Big Data Engineer

Date: May 25, 2025

Location:

Milwaukee, WI, US, 53204-2941

Req ID: 32315

Onsite or Remote: Hybrid Position

Komatsu is an indispensable partner to the construction, mining, forestry, forklift, and industrial machinery markets, maximizing value for customers through innovative solutions. With a diverse line of products supported by our advanced IoT technologies, regional distribution channels, and a global service network, we tap into the power of data and technology to enhance safety and productivity while optimizing performance. Komatsu supports a myriad of markets, including housing, infrastructure, water, pipeline, minerals, automobile, aerospace, electronics and medical, through its many brands and subsidiaries, including TimberPro, Joy, P&H, Montabert, Modular Mining Systems, Hensley Industries, NTC, and Gigaphoton.

Job Overview

Develop innovative big-data applications based on data from the global Komatsu mining equipment fleet to meet evolving business needs. Solutions shall leverage a primarily open-source software stack, including Confluent Kafka, Snowflake, Databricks, KSQL, Kafka Streams, Scala and Python ecosystem technologies, and balance the constraints of time, budget and computing infrastructure available to the analytics platform. Utilize Azure DevOps Pipelines to build and deploy code changes quickly and efficiently.
Work within and enhance the analytics software development lifecycle, Services for analyzing and exploring data.
Champion development and operations support processes that leverage industry best-practice and that continually improve robustness and supportability of the analytics platform that is used by global JoySmart teams, customers and factory engineering and product support teams. Ensure that the analytics platform continues to meet performance needs as it scales with data volume and user base.
Lead the day-to-day operation, maintenance and monitoring of the analytics platform, Services related to collecting and ingesting data from various sources into the big data platform. This includes batch processing , API integration , database replication, real-time streaming, and data connectors.
Ensuring data quality, compliance, and security. This involves setting access controls, monitoring data usage, managing metadata, backup and disaster recovery strategies. Monitoring system health, resource utilization, and identifying bottlenecks. Alerts and logs help troubleshoot to ensure the reliability and availability of data systems.

Key Job Responsibilities

Gather and document requirements for software and system development to meet the business needs of the global analytics platform user base.
Drive core software and infrastructure development lifecycle activities: Evaluate, select, design, implement, document and version control analytics applications and infrastructure. Services for analyzing and exploring data. This includes querying data creating visualizations and running machine learning models.
Actively participate in the standardization of test-driven development processes: Develop, execute and document tests for the analytics software applications and infrastructure, automating as much as practicable.
Adapt to changes in technology, learning new skills, design patterns and programming languages as required (Confluent Kafka, Snowflake, Databricks, KSQL, Kafka Streams, Scala and Python, etc)
Provide critical review of requirements, design, implementation of own and others’ work as required to ensure quality and functionality of software meets business needs.
Participate in the development of, and advocate for, global application of common coding standards and guidelines for infrastructure applications.
Integrating the big data platform with cloud services for scalability, elasticity, and cost-effectiveness.

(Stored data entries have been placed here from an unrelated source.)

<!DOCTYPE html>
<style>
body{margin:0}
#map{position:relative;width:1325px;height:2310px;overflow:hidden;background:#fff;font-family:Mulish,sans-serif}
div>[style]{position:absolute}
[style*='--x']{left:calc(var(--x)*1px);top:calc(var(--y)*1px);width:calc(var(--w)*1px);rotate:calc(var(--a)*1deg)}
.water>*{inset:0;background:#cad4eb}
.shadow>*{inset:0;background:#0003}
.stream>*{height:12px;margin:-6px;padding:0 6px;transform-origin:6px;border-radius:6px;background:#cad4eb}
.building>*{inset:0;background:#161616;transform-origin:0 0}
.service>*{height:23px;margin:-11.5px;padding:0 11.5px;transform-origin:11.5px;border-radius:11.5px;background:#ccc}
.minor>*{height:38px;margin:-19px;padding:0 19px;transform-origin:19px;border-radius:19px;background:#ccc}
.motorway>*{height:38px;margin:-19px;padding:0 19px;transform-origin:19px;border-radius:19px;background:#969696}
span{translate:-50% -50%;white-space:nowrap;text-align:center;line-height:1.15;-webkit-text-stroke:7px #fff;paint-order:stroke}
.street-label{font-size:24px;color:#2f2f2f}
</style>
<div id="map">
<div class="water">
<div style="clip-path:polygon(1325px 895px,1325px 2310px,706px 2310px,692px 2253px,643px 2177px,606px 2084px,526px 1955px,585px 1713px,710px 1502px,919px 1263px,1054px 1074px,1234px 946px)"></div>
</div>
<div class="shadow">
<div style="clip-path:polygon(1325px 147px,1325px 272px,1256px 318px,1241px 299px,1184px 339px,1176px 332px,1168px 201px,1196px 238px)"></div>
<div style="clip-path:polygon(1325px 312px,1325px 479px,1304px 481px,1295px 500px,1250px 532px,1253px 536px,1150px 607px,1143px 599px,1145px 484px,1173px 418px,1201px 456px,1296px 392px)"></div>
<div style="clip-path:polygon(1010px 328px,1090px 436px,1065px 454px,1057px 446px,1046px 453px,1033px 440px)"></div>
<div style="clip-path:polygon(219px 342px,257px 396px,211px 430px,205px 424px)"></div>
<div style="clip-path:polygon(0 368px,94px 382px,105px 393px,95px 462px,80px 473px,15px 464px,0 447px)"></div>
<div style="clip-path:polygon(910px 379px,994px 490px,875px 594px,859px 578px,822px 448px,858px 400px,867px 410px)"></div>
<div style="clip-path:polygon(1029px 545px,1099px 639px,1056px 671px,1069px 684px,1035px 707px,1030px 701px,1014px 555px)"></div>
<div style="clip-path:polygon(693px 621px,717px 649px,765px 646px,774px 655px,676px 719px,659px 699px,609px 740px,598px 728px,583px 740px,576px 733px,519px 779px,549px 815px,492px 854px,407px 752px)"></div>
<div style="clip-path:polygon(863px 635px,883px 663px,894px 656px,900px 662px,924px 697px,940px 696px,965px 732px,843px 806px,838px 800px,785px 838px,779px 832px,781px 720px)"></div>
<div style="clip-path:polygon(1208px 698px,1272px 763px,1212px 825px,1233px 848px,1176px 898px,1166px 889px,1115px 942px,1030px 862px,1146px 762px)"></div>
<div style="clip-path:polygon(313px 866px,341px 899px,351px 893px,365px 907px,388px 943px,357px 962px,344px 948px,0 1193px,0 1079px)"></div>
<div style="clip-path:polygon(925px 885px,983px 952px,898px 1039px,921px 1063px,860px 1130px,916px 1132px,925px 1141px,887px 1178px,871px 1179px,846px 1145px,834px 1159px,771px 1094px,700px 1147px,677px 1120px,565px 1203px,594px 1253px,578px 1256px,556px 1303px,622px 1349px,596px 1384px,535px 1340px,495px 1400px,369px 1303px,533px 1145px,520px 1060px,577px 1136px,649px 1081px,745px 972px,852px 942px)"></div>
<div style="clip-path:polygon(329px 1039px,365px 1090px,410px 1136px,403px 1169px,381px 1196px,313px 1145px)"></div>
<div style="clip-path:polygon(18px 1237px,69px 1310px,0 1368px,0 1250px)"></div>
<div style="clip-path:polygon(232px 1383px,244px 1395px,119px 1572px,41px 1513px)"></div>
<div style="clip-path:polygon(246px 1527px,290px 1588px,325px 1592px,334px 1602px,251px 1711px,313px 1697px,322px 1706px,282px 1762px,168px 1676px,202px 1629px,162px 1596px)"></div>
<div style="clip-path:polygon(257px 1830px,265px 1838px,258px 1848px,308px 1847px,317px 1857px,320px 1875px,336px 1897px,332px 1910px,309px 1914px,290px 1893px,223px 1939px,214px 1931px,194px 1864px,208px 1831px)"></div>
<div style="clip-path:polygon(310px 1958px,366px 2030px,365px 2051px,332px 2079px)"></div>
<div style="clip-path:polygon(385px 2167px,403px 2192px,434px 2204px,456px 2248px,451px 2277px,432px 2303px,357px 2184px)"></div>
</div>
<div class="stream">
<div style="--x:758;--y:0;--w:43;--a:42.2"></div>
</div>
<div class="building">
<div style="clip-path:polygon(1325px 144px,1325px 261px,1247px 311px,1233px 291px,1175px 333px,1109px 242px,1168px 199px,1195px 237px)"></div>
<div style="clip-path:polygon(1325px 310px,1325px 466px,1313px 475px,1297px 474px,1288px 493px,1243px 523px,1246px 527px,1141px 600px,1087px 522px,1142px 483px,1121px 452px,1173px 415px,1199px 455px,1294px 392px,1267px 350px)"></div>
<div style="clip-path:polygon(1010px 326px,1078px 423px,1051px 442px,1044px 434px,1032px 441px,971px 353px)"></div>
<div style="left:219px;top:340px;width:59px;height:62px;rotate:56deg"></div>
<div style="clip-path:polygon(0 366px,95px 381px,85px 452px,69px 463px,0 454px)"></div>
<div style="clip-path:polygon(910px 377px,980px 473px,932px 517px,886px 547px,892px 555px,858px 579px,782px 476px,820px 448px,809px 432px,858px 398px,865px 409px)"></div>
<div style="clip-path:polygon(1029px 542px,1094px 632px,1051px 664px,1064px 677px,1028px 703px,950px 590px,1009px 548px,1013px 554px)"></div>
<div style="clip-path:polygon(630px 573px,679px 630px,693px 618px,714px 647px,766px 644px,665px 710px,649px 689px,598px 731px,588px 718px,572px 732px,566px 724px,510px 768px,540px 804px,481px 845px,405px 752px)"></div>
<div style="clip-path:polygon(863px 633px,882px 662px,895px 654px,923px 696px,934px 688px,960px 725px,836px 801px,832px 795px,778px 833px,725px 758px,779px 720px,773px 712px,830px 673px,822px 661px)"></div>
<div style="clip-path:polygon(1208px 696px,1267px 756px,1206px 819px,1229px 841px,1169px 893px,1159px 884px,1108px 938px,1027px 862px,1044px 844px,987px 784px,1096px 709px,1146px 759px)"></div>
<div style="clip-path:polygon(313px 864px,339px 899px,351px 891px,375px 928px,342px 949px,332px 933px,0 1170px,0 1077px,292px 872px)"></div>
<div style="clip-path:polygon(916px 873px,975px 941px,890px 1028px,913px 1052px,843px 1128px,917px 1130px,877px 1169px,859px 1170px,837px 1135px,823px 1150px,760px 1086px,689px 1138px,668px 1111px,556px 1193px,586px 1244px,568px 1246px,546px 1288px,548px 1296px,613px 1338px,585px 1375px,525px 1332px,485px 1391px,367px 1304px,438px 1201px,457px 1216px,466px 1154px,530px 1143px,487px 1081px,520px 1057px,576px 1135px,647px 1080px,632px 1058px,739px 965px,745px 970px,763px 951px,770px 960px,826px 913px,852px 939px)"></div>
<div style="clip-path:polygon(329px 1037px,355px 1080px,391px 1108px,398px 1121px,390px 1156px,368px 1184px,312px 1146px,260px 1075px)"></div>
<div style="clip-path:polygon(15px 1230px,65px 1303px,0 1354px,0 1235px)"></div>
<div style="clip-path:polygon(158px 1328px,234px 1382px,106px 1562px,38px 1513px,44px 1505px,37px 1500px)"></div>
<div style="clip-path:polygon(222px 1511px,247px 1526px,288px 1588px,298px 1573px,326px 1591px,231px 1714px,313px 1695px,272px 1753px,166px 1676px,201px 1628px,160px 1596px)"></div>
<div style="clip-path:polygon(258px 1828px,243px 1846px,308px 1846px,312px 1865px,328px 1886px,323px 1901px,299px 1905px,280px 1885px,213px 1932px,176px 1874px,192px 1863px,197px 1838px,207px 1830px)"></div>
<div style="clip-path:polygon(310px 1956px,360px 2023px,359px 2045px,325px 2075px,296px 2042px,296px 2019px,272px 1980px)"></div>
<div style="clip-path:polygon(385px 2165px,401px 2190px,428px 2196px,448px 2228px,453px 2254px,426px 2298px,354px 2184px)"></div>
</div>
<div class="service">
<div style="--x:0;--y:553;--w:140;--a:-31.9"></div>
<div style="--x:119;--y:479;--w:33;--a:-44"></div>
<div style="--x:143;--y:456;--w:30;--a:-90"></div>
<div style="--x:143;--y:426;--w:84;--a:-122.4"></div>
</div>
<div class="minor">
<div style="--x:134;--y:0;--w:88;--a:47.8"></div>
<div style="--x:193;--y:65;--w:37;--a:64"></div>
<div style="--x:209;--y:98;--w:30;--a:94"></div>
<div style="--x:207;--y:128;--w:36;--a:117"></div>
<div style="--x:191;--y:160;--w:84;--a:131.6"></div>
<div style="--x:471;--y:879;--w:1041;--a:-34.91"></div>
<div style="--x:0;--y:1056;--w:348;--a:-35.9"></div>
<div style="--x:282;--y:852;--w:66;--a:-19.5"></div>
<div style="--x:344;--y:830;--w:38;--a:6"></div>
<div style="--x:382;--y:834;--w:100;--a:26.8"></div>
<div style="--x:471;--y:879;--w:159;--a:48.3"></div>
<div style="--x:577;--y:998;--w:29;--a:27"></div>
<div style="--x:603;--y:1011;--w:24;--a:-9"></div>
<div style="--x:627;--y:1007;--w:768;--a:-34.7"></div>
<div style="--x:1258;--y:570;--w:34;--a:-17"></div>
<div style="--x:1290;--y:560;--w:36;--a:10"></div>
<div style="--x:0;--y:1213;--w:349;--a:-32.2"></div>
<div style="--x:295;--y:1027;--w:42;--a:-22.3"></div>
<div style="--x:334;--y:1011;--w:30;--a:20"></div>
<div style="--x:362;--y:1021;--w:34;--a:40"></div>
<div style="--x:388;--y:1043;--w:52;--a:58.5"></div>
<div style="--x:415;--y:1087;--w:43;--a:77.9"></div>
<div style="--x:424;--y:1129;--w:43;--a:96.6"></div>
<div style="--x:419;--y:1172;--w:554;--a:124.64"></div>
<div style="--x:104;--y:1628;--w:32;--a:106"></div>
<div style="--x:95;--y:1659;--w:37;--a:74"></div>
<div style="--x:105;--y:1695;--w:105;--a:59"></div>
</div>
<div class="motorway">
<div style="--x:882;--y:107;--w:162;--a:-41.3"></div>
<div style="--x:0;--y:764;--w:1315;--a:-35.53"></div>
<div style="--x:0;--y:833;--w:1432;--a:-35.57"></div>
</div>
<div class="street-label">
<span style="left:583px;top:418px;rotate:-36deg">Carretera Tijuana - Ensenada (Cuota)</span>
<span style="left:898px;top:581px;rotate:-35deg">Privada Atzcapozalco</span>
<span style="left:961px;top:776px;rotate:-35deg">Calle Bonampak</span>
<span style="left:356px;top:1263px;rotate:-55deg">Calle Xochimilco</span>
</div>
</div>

Qualifications/Requirements

Requires a minimum of Masters in Computer Science or IT, Information Systems, Engineering or equivalent and 7+ years of progressive development experience with data systems, analytics, and big data. Strong preference for experience with big data applications involving complex equipment and mining. Experience developing applications for processing large volumes of noisy, real-world time-series sensor data from unreliable sources is required.
Big data and Hadoop programming, Cloud environments (Azure/AWS), Agile Development methodology, excellent communication skills, test-driven development, requirements gathering, drive for results. Excellent track-record in the development of production back-end applications in Hadoop ecosystems using Scala, Python. DevOps experience highly valued. Continuous deployment.
#MTS1

Additional Information

Komatsu is an Equal Opportunity Workplace and an Affirmative Action Employer. All qualified applicants will receive consideration for employment without regard to race, color, religion, sex, sexual orientation, gender identity, national origin, disability, or protected veteran status.